Turkanapithecus kalakolensis was described by Richard E. Leakey and Meave G. Leakey in 1986 from an Early Miocene site in northern Kenya. The original description recognized the taxon as a new genus of medium-sized ape and stated that its relationships with other known hominoids were unclear.

Later work has identified Turkanapithecus as a member of the nyanzapithecines. Rossie and Cote found in 2022 that the additional lower molar material strengthened the identification of T. kalakolensis as a nyanzapithecine.

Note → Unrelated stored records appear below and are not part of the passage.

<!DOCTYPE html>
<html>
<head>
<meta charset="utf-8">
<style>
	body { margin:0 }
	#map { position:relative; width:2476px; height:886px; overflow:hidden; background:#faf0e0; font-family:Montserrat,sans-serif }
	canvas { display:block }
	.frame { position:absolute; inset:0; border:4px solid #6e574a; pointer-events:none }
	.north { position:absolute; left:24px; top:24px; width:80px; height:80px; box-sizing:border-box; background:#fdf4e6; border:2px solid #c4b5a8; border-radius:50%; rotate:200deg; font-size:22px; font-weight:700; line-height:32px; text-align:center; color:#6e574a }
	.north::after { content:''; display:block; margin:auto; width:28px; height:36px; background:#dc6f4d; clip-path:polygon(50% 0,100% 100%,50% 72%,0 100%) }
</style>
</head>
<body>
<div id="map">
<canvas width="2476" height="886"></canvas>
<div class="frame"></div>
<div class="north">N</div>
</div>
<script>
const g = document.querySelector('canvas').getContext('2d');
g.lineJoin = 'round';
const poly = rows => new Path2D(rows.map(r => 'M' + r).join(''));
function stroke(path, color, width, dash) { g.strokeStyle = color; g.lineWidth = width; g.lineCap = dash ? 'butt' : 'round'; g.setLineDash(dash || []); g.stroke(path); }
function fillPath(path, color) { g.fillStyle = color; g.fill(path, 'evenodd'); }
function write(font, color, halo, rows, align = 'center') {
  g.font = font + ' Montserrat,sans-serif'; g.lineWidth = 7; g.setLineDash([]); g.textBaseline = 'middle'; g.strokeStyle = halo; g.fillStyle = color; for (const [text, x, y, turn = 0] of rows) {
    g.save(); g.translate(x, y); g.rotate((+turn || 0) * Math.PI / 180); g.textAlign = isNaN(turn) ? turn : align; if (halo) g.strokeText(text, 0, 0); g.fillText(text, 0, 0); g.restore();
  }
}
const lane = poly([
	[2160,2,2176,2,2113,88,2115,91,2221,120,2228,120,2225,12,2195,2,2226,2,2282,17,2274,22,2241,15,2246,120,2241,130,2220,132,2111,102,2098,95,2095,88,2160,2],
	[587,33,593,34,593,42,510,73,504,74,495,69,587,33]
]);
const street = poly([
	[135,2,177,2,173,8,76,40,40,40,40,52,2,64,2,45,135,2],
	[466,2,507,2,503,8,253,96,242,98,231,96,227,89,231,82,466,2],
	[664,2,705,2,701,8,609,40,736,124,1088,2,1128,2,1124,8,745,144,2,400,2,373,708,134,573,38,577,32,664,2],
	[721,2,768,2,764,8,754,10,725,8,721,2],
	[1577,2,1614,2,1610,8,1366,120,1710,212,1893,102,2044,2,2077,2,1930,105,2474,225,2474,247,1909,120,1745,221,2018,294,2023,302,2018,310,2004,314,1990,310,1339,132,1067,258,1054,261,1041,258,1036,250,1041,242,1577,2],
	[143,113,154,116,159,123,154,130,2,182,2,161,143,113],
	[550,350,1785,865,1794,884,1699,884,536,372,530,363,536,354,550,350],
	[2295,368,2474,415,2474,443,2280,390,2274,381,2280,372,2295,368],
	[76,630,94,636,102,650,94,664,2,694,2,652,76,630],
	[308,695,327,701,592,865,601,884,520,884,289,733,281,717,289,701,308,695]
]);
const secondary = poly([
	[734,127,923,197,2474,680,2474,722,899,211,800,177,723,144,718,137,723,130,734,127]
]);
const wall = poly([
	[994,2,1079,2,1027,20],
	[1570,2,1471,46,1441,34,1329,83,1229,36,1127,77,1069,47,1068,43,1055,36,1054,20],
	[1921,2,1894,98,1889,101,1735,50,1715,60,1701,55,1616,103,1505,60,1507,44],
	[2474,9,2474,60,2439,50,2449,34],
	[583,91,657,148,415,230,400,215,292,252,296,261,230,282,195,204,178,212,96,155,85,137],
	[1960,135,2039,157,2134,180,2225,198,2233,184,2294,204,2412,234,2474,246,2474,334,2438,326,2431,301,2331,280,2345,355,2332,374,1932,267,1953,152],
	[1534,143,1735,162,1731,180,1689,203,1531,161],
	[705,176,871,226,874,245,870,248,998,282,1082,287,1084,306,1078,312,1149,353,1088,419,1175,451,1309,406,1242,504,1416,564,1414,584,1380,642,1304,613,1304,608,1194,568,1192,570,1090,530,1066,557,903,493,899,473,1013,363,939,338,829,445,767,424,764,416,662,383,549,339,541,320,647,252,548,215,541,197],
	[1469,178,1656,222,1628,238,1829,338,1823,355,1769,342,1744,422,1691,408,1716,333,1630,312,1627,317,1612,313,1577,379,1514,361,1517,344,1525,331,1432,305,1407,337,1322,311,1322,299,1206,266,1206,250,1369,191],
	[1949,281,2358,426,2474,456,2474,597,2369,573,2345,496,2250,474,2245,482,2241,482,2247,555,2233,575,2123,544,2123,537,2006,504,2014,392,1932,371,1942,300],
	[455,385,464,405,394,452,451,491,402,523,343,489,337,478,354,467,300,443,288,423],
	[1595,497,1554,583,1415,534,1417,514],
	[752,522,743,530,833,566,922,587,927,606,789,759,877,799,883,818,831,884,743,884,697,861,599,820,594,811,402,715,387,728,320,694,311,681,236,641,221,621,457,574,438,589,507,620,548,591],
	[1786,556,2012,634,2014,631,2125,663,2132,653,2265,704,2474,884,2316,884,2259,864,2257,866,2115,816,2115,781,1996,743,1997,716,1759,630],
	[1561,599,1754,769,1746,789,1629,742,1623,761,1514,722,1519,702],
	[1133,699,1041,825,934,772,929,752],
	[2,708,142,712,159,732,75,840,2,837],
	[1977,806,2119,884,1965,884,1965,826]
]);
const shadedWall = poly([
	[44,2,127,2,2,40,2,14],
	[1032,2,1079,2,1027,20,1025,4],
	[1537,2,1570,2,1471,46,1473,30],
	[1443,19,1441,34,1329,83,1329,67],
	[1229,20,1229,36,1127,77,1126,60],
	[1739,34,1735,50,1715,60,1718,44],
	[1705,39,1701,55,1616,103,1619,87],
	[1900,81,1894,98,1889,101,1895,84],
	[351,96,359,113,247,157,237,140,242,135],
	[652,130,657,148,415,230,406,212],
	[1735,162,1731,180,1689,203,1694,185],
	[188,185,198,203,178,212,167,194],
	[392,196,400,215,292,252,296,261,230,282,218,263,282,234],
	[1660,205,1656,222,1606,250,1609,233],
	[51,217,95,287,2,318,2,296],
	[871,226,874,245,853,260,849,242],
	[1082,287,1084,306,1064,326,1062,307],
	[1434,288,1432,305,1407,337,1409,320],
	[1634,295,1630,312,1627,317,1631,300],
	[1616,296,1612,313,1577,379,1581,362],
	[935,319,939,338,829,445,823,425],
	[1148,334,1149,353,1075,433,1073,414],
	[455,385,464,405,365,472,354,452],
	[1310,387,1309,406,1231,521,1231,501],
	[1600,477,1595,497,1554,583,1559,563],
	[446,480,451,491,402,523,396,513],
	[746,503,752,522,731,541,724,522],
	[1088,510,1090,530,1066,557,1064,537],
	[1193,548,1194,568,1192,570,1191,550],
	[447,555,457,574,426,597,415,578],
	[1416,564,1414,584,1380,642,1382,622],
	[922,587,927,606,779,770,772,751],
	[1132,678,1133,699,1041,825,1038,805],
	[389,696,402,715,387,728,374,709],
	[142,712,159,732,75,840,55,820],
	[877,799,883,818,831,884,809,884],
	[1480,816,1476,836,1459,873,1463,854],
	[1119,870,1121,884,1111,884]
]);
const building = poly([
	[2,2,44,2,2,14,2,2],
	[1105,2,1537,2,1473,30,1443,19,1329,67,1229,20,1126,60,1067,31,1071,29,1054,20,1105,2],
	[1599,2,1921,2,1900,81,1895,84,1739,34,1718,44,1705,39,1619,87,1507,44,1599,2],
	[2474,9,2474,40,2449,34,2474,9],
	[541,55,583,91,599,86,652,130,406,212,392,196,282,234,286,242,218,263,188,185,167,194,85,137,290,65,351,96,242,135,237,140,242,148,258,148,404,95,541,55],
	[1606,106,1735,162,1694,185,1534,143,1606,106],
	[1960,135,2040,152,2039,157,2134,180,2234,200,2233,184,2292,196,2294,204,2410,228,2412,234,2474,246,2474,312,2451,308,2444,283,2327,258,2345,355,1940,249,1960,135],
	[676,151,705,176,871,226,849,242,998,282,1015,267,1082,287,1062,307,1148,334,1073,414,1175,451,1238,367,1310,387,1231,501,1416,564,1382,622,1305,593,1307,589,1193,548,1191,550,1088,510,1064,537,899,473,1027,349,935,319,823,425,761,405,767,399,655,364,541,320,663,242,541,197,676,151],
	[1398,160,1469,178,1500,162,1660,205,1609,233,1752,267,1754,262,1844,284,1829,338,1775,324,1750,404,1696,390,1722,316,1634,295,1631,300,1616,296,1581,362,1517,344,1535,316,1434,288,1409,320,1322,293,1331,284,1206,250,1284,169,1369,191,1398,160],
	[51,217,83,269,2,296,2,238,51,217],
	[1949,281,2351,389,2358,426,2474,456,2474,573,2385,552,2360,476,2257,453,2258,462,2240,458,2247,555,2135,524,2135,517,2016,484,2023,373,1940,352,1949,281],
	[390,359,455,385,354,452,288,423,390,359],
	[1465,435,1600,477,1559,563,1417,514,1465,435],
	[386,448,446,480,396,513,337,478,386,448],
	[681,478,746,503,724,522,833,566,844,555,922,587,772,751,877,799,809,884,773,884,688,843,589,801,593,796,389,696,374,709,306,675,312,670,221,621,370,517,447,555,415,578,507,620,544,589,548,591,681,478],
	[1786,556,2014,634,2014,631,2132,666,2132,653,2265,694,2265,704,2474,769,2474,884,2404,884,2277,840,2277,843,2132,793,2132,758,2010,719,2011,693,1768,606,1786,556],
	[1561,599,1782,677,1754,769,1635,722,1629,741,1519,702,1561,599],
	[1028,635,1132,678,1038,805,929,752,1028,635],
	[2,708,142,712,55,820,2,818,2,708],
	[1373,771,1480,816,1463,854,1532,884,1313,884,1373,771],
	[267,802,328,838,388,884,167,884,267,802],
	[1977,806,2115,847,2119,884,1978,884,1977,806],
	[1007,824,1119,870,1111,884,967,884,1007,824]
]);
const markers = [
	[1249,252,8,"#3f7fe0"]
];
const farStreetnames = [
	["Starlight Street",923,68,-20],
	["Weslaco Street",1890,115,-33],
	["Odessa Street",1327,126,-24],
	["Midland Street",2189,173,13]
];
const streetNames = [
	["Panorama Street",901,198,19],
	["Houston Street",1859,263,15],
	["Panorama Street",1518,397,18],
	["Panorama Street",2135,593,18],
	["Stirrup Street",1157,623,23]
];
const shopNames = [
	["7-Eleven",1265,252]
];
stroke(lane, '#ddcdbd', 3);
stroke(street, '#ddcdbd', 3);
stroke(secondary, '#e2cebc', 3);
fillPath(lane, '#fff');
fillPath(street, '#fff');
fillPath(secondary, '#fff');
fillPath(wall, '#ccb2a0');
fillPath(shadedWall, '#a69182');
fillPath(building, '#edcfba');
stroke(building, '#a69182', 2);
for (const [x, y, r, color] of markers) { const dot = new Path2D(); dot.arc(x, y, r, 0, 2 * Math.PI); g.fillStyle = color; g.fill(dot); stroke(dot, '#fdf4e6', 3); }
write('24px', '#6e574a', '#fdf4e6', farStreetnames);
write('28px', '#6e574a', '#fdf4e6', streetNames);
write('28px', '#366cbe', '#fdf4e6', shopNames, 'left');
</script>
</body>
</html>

The higher-level phylogeny of Miocene apes remains subject to discussion because of the sparse fossil record, homoplasy, and incomplete preservation.

==Species==

===Turkanapithecus kalakolensis===

†Turkanapithecus kalakolensis is the species on which the genus Turkanapithecus is based. It was described by Richard E. Leakey and Meave G. Leakey in 1986 from the Early Miocene of northern Kenya.

The type specimen preserves a partial cranium and mandible, with additional postcranial elements probably associated with it. Two additional specimens were included in the morphological study published by Leakey, Leakey, and Walker in 1988.

Additional material assigned to T. kalakolensis was described by Rossie and Cote in 2022. Their study included a new mandible and an isolated lower third molar from Kalodirr and reassigned KNM-MO 1 as a mandible of the species.

==Paleobiology==

Turkanapithecus has an estimated body mass of approximately 10 kg. It has been interpreted as an arboreal quadruped, with locomotor behaviour generally similar to that of Proconsul but with greater specialization for climbing.

Turkanapithecus is generally classified among the nyanzapithecines, a group characterized by distinctive cheek teeth that have been interpreted as adaptations for folivory. This suggests that leaves may have formed an important part of the diet of T. kalakolensis, although the precise dietary composition of the species is uncertain.

==Paleoecology==

Turkanapithecus is known from the Kalodirr and Moruorot Site Complexes of the Lothidok Formation. At Moruorot, Turkanapithecus and other Early Miocene apes were preserved in humid alluvial fan complexes. Paleovegetation proxies indicate that C_{3} plants were present in a forested ecosystem, with estimated mean annual precipitation of 1700–1900 mm and strongly seasonal rainfall.